REQUIREMENT |
Please state how many lines of the data contain "پانزدهم". The number by itself is enough.

EXTRACTED DATA |
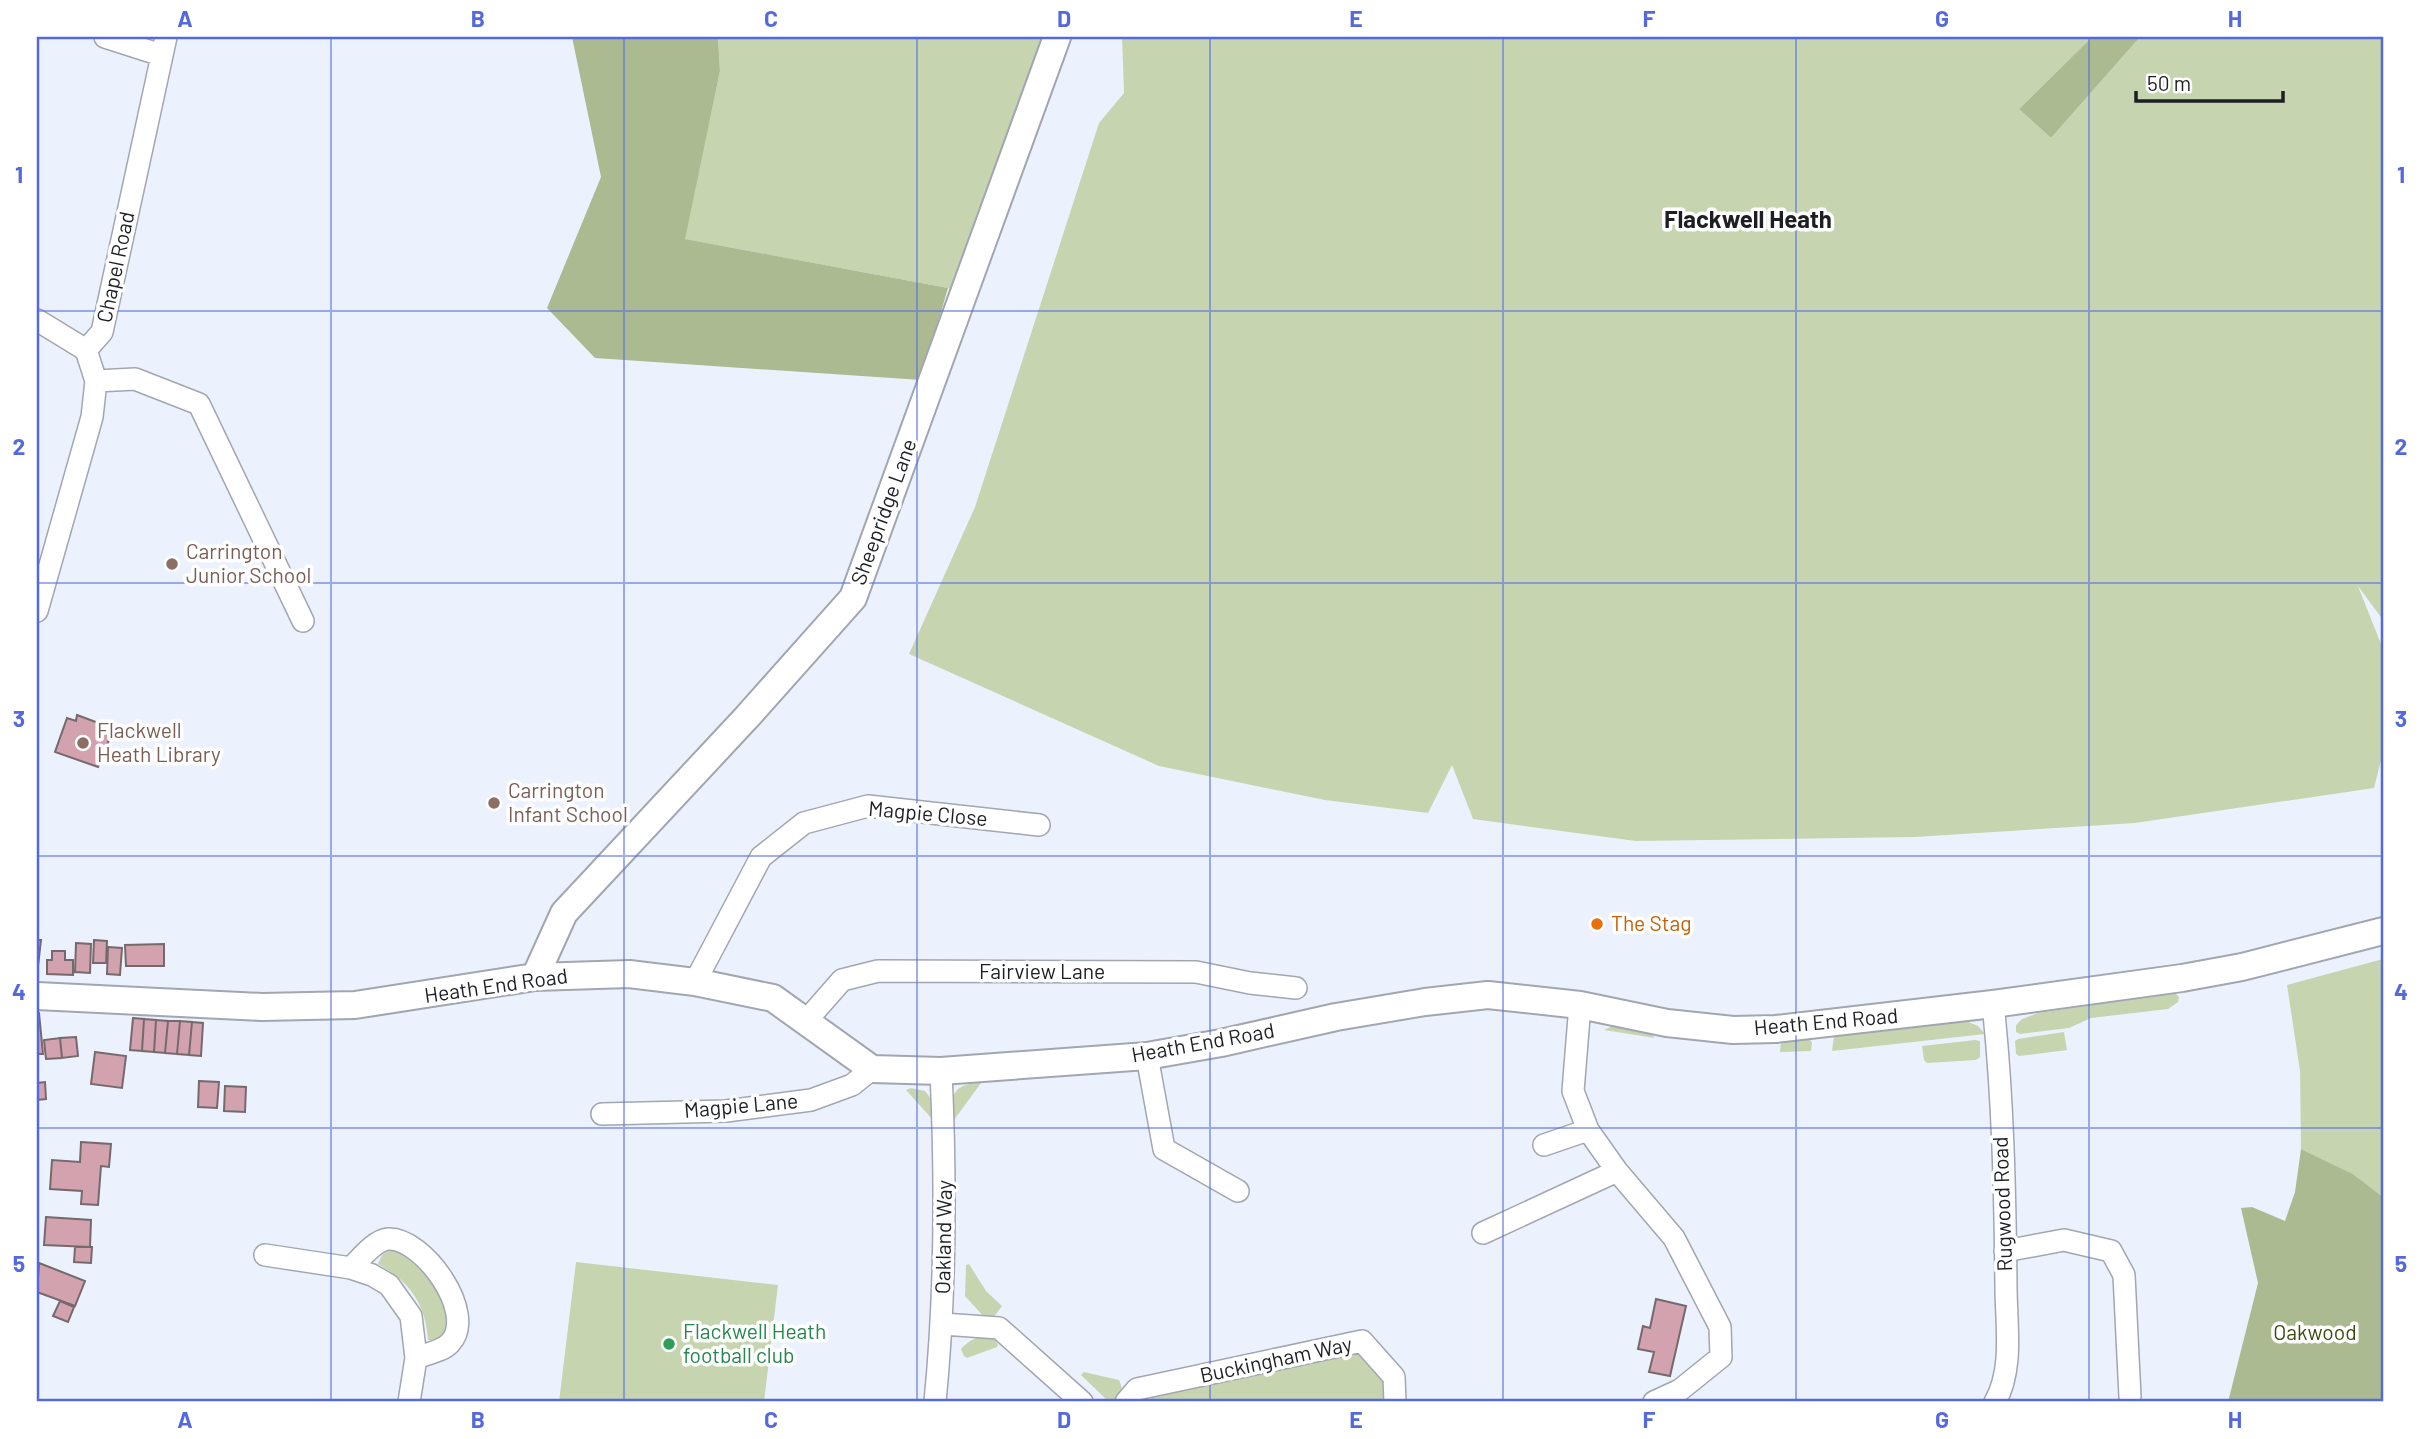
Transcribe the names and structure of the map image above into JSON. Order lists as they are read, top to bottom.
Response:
{
  "streets": {
    "street": [
      "Chapel Road",
      "Sheepridge Lane",
      "Magpie Close",
      "Fairview Lane",
      "Heath End Road",
      "Magpie Lane",
      "Rugwood Road",
      "Oakland Way",
      "Buckingham Way"
    ]
  },
  "crossings": [
    ["Sheepridge Lane", "Heath End Road"],
    ["Magpie Close", "Heath End Road"],
    ["Fairview Lane", "Heath End Road"],
    ["Heath End Road", "Magpie Lane"],
    ["Heath End Road", "Rugwood Road"],
    ["Heath End Road", "Oakland Way"]
  ],
  "districts": ["Flackwell Heath"],
  "parks": ["Oakwood"],
  "places": [
    "Carrington Junior School",
    "Flackwell Heath Library",
    "Carrington Infant School",
    "The Stag",
    "Flackwell Heath football club"
  ],
  "scale_bar": "50 m",
  "grid": {
    "columns": [
      "A",
      "B",
      "C",
      "D",
      "E",
      "F",
      "G",
      "H"
    ],
    "rows": [
      "1",
      "2",
      "3",
      "4",
      "5"
    ]
  }
}
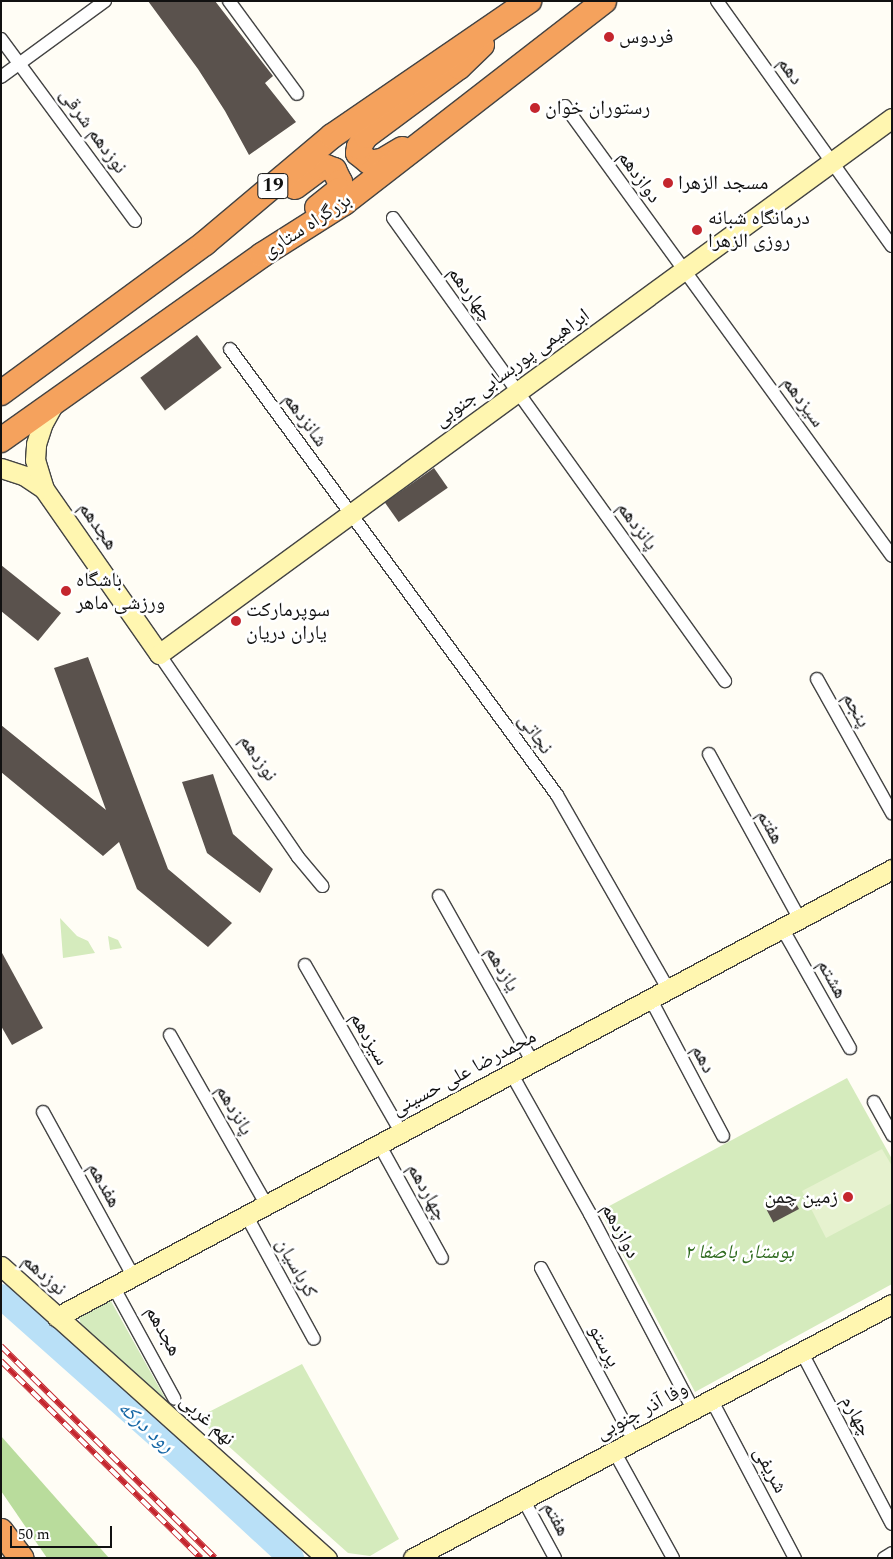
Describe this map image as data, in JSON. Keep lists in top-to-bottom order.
{
  "streets": {
    "highway": ["19", "بزرگراه ستاری"],
    "street": [
      "دهم",
      "نوزدهم شرقی",
      "دوازدهم",
      "چهاردهم",
      "ابراهیمی پوربسابی جنوبی",
      "سیزدهم",
      "شانزدهم",
      "هجدهم",
      "پانزدهم",
      "پنجم",
      "نجاتی",
      "نوزدهم",
      "هفتم",
      "یازدهم",
      "هشتم",
      "محمدرضا علی حسینی",
      "هفدهم",
      "کرباسیان",
      "پرستو",
      "وفا آذر جنوبی",
      "چهارم",
      "نهم غربی",
      "شریفی"
    ]
  },
  "crossings": [
    ["دهم", "ابراهیمی پوربسابی جنوبی"],
    ["دهم", "محمدرضا علی حسینی"],
    ["دوازدهم", "ابراهیمی پوربسابی جنوبی"],
    ["دوازدهم", "سیزدهم"],
    ["دوازدهم", "محمدرضا علی حسینی"],
    ["دوازدهم", "وفا آذر جنوبی"],
    ["چهاردهم", "ابراهیمی پوربسابی جنوبی"],
    ["چهاردهم", "پانزدهم"],
    ["چهاردهم", "محمدرضا علی حسینی"],
    ["ابراهیمی پوربسابی جنوبی", "سیزدهم"],
    ["ابراهیمی پوربسابی جنوبی", "شانزدهم"],
    ["ابراهیمی پوربسابی جنوبی", "هجدهم"],
    ["ابراهیمی پوربسابی جنوبی", "پانزدهم"],
    ["ابراهیمی پوربسابی جنوبی", "نجاتی"],
    ["ابراهیمی پوربسابی جنوبی", "نوزدهم"],
    ["سیزدهم", "محمدرضا علی حسینی"],
    ["شانزدهم", "نجاتی"],
    ["هجدهم", "نوزدهم"],
    ["هجدهم", "محمدرضا علی حسینی"],
    ["پانزدهم", "محمدرضا علی حسینی"],
    ["نجاتی", "محمدرضا علی حسینی"],
    ["نوزدهم", "محمدرضا علی حسینی"],
    ["نوزدهم", "نهم غربی"],
    ["هفتم", "محمدرضا علی حسینی"],
    ["هفتم", "وفا آذر جنوبی"],
    ["یازدهم", "محمدرضا علی حسینی"],
    ["هشتم", "محمدرضا علی حسینی"],
    ["محمدرضا علی حسینی", "هفدهم"],
    ["محمدرضا علی حسینی", "کرباسیان"],
    ["محمدرضا علی حسینی", "نهم غربی"],
    ["پرستو", "وفا آذر جنوبی"],
    ["وفا آذر جنوبی", "چهارم"],
    ["وفا آذر جنوبی", "شریفی"]
  ],
  "water": ["رود درکه"],
  "parks": ["بوستان باصفا ۲"],
  "places": [
    "فردوس",
    "رستوران خوان",
    "مسجد الزهرا",
    "درمانگاه شبانه روزی الزهرا",
    "باشگاه ورزشی ماهر",
    "سوپرمارکت یاران دریان",
    "زمین چمن"
  ],
  "scale_bar": "50 m"
}
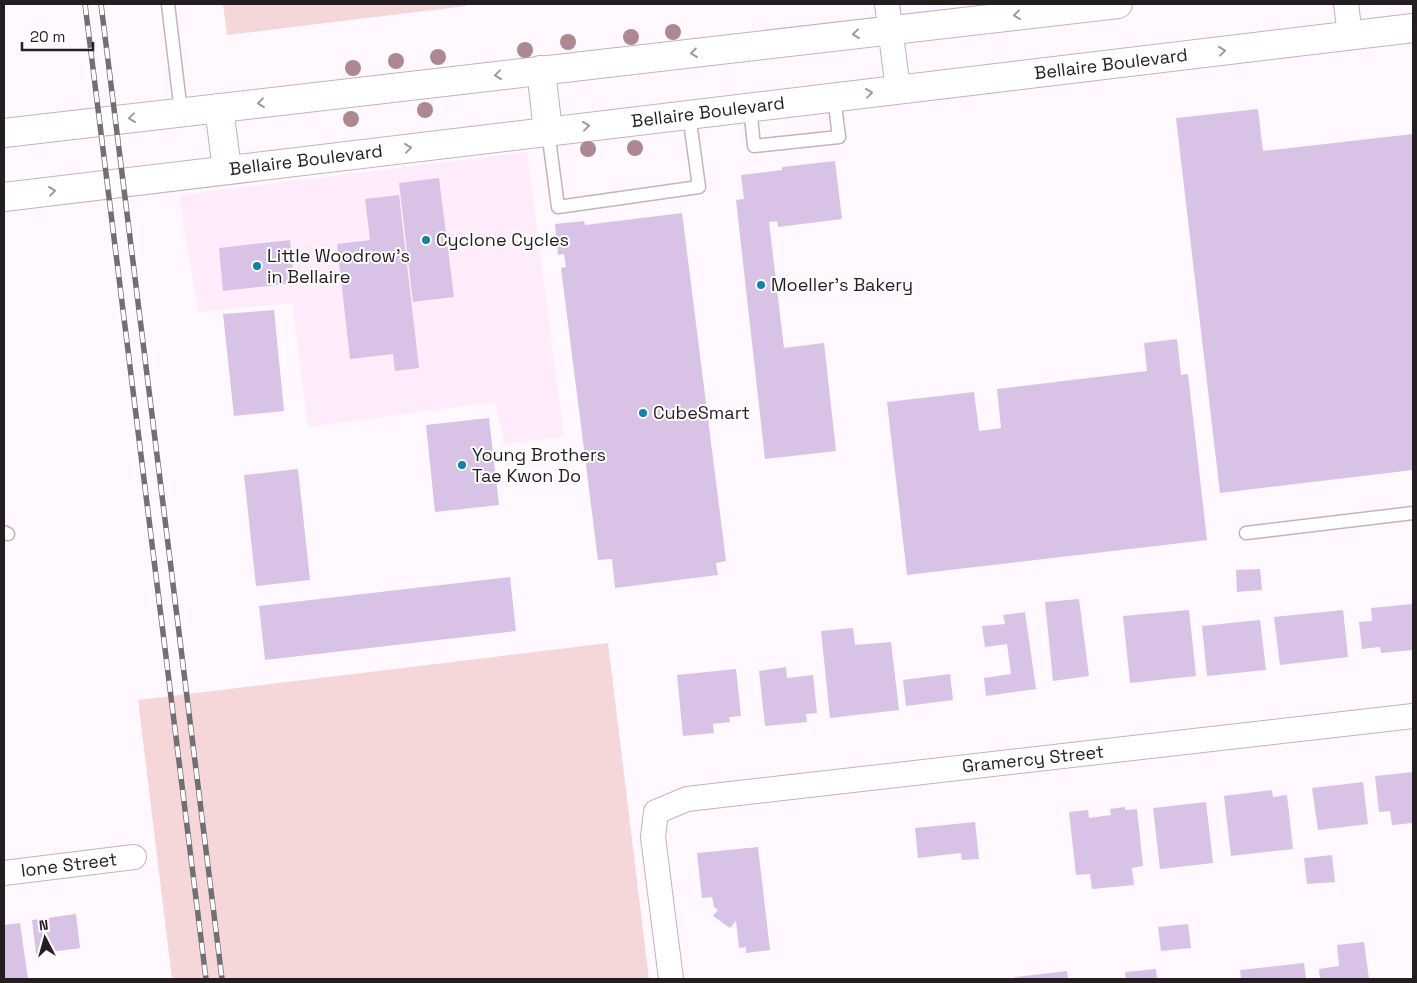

ANSWER BOX |
4